— Exercise goal —
When you reach the line containing "Input: one rendered map. Give" in the entries below, begin reproducing lines exactly, and stop once the line containing "Input: one rendered map. Summarize the content of the" is done.

Dataset entries
-----

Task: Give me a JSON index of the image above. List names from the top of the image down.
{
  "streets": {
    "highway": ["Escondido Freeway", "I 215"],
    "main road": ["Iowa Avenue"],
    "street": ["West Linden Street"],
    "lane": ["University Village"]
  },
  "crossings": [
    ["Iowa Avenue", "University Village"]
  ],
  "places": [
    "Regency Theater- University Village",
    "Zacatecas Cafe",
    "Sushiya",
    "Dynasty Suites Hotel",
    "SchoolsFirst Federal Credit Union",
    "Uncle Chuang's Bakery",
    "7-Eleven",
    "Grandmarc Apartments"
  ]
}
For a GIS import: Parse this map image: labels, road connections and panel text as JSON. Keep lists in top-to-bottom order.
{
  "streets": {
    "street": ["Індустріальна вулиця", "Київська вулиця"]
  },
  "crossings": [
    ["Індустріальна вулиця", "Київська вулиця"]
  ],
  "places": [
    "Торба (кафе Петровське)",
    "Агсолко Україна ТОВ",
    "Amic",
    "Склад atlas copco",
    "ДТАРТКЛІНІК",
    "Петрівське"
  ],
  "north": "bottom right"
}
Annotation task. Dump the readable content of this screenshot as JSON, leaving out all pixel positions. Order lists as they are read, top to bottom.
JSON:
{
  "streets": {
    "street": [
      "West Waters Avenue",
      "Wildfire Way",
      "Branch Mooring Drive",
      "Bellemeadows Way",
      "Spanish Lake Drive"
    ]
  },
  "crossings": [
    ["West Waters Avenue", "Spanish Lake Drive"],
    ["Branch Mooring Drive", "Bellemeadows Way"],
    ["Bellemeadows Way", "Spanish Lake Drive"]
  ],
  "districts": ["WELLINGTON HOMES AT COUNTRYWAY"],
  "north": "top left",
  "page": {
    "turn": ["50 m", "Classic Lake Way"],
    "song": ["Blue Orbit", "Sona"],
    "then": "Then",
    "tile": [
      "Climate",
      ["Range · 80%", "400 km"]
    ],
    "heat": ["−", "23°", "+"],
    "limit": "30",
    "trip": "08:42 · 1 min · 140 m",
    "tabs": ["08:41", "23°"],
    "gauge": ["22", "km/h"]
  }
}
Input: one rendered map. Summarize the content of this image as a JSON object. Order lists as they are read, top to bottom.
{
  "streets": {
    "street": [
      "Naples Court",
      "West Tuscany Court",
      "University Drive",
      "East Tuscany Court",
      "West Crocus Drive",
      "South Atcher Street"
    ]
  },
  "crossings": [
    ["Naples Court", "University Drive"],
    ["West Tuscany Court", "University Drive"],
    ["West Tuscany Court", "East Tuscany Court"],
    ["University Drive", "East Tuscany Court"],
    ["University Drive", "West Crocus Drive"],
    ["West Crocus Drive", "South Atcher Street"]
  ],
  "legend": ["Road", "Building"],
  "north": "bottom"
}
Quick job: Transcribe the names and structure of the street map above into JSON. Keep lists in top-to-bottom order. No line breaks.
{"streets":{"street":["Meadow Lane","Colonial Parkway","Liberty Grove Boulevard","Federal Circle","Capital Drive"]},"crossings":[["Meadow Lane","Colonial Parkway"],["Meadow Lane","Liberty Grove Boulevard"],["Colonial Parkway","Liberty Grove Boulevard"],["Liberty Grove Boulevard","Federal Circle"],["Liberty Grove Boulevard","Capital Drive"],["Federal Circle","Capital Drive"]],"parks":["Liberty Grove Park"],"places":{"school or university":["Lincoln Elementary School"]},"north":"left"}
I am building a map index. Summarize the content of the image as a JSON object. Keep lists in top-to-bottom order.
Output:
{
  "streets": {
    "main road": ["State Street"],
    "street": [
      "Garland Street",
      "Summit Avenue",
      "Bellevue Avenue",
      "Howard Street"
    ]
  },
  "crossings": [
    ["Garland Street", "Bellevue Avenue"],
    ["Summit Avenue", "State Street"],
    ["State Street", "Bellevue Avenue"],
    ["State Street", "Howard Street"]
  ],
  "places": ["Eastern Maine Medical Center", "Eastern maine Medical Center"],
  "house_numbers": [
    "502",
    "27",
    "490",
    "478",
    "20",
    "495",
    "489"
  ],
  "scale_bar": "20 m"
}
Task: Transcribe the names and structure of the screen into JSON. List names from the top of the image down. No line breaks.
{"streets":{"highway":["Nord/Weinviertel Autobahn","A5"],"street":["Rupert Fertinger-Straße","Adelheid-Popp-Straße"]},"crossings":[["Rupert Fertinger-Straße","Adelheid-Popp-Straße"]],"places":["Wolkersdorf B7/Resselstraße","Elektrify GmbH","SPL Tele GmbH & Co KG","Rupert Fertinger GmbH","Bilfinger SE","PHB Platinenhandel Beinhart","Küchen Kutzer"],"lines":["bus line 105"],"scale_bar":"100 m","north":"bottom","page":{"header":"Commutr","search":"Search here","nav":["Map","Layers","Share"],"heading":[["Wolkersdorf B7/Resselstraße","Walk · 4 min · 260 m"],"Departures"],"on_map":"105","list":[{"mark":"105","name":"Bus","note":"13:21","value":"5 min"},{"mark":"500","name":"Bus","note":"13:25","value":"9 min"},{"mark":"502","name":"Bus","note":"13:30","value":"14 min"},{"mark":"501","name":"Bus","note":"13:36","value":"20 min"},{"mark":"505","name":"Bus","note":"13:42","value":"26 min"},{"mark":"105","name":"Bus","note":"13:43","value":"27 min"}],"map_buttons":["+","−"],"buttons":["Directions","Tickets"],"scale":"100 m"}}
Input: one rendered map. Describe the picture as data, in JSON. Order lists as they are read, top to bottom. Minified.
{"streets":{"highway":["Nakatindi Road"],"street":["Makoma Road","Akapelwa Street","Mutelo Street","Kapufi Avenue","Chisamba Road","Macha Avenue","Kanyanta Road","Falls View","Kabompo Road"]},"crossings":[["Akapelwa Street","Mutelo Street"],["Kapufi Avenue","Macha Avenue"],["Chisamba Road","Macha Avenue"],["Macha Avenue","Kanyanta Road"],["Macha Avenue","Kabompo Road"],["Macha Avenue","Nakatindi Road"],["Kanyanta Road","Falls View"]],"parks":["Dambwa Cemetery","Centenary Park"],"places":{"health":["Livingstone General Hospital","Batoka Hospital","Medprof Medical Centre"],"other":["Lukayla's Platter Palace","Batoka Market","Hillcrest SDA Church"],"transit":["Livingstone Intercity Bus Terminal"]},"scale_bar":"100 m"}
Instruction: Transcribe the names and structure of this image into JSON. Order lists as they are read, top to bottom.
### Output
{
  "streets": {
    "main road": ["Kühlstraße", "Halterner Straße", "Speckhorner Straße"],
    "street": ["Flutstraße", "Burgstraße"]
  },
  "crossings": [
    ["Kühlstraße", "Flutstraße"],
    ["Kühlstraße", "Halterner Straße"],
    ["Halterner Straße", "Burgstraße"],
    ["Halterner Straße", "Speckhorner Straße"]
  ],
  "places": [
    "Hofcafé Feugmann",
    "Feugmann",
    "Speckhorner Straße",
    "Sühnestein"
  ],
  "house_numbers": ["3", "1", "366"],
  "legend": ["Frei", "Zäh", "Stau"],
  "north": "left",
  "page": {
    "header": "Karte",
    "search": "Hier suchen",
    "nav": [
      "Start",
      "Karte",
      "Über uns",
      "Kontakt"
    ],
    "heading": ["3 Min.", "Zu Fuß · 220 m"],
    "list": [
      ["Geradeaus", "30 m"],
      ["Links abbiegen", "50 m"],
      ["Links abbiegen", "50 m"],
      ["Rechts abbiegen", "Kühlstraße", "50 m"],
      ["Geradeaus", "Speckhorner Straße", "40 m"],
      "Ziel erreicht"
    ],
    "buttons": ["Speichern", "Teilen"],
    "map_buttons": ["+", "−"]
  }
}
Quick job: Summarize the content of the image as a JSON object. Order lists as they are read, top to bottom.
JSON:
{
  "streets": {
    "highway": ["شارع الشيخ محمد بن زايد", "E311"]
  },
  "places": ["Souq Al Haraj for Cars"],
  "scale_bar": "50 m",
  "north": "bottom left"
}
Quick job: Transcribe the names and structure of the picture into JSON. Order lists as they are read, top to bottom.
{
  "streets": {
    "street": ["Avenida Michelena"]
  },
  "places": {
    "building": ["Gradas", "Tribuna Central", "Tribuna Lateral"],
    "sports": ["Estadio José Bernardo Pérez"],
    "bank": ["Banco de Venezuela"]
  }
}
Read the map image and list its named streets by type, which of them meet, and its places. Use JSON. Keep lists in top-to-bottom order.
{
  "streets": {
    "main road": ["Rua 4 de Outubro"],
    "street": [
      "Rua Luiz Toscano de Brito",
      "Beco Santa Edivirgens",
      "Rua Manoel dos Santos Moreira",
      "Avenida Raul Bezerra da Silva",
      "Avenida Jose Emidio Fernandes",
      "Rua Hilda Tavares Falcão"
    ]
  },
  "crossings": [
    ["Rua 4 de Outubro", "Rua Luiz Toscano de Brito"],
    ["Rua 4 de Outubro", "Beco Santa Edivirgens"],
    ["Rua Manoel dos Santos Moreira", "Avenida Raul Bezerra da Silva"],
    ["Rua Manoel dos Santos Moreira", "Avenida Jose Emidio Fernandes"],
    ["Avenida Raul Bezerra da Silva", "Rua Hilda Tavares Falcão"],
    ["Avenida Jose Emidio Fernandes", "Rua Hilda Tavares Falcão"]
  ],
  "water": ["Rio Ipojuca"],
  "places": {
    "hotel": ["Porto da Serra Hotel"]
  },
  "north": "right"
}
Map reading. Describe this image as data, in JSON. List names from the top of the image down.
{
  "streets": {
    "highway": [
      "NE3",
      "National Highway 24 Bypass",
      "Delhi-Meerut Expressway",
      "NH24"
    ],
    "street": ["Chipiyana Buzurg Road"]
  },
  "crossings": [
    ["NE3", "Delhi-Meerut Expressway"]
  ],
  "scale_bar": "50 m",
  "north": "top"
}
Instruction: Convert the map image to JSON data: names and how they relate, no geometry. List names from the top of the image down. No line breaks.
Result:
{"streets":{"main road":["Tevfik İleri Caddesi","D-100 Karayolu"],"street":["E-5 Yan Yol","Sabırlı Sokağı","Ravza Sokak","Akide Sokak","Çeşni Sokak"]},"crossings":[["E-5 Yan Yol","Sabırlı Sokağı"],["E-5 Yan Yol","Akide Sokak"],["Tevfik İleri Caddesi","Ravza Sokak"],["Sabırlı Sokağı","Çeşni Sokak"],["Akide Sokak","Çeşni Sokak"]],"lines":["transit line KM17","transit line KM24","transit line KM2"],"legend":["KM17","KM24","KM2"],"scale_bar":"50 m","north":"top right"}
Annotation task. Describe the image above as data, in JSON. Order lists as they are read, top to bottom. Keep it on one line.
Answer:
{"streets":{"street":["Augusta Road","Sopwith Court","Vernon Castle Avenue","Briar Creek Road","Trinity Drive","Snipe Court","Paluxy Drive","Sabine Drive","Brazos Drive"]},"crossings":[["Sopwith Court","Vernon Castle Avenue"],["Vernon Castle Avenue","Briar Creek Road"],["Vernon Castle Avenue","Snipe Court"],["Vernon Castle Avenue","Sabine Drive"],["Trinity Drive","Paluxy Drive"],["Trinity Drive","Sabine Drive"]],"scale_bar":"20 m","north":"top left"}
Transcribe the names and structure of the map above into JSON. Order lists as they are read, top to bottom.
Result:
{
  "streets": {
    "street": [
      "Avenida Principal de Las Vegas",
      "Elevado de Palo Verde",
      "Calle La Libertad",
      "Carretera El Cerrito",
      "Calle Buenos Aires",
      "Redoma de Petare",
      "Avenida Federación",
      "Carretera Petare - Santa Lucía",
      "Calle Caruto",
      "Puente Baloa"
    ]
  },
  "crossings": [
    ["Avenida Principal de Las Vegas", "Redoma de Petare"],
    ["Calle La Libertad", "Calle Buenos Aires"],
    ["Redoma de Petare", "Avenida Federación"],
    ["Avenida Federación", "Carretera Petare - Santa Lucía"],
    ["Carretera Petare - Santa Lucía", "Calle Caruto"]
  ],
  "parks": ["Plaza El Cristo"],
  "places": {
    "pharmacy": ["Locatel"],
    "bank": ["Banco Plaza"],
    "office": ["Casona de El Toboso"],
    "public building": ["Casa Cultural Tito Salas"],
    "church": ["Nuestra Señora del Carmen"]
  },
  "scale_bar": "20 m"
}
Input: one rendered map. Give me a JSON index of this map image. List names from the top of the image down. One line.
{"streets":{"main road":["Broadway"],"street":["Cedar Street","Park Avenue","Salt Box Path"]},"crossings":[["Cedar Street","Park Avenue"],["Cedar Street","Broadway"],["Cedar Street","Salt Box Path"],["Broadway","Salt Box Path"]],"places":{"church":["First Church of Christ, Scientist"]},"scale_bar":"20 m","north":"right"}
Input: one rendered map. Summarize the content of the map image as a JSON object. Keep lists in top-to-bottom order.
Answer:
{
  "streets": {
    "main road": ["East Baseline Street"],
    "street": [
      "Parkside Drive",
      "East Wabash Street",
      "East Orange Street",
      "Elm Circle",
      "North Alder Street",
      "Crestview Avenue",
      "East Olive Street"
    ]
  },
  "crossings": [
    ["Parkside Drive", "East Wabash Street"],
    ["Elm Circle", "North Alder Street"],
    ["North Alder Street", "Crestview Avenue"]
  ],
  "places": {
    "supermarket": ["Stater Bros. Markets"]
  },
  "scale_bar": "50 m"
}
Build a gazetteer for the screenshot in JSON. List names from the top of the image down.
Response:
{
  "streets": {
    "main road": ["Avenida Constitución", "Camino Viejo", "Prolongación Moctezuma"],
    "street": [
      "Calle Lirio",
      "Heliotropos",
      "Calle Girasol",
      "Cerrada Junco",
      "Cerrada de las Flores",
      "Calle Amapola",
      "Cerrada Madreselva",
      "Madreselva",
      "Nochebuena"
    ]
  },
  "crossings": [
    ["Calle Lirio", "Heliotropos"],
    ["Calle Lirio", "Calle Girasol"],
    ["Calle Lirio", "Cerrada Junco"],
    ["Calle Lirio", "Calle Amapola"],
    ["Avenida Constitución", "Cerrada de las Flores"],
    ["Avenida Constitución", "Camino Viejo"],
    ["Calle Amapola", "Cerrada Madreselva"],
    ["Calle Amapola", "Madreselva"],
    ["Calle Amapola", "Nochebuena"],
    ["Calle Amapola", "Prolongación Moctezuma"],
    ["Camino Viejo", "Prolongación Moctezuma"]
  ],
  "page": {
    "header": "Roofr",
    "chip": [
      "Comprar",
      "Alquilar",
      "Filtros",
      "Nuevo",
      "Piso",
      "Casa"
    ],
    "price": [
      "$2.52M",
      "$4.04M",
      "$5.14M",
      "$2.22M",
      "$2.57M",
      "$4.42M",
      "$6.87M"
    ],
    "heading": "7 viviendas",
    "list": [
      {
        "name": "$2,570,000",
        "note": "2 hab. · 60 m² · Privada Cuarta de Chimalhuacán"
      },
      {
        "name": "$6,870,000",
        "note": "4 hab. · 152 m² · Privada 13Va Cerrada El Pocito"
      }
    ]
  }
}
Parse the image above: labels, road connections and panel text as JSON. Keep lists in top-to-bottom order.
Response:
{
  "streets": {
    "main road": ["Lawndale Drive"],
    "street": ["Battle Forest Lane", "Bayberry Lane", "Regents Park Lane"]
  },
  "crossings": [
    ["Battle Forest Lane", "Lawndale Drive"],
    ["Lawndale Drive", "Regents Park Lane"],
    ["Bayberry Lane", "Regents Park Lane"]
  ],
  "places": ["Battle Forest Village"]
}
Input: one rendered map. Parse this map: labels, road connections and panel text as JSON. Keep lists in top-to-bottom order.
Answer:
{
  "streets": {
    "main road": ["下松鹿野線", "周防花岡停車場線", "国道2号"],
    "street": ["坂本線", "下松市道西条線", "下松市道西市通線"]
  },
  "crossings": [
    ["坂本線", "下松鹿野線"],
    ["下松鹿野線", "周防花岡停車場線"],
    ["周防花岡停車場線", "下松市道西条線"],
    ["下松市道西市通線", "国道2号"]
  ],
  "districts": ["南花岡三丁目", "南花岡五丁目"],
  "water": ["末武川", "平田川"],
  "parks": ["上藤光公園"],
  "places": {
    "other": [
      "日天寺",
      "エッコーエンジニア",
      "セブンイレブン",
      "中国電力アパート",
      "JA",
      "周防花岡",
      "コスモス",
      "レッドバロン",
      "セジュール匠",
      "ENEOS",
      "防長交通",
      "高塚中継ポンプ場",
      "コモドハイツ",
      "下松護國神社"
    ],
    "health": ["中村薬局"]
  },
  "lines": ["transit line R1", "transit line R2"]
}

-----

— Reply to the exercise —
Input: one rendered map. Give me a JSON index of this map image. List names from the top of the image down. One line.
{"streets":{"main road":["Broadway"],"street":["Cedar Street","Park Avenue","Salt Box Path"]},"crossings":[["Cedar Street","Park Avenue"],["Cedar Street","Broadway"],["Cedar Street","Salt Box Path"],["Broadway","Salt Box Path"]],"places":{"church":["First Church of Christ, Scientist"]},"scale_bar":"20 m","north":"right"}
Input: one rendered map. Summarize the content of the map image as a JSON object. Keep lists in top-to-bottom order.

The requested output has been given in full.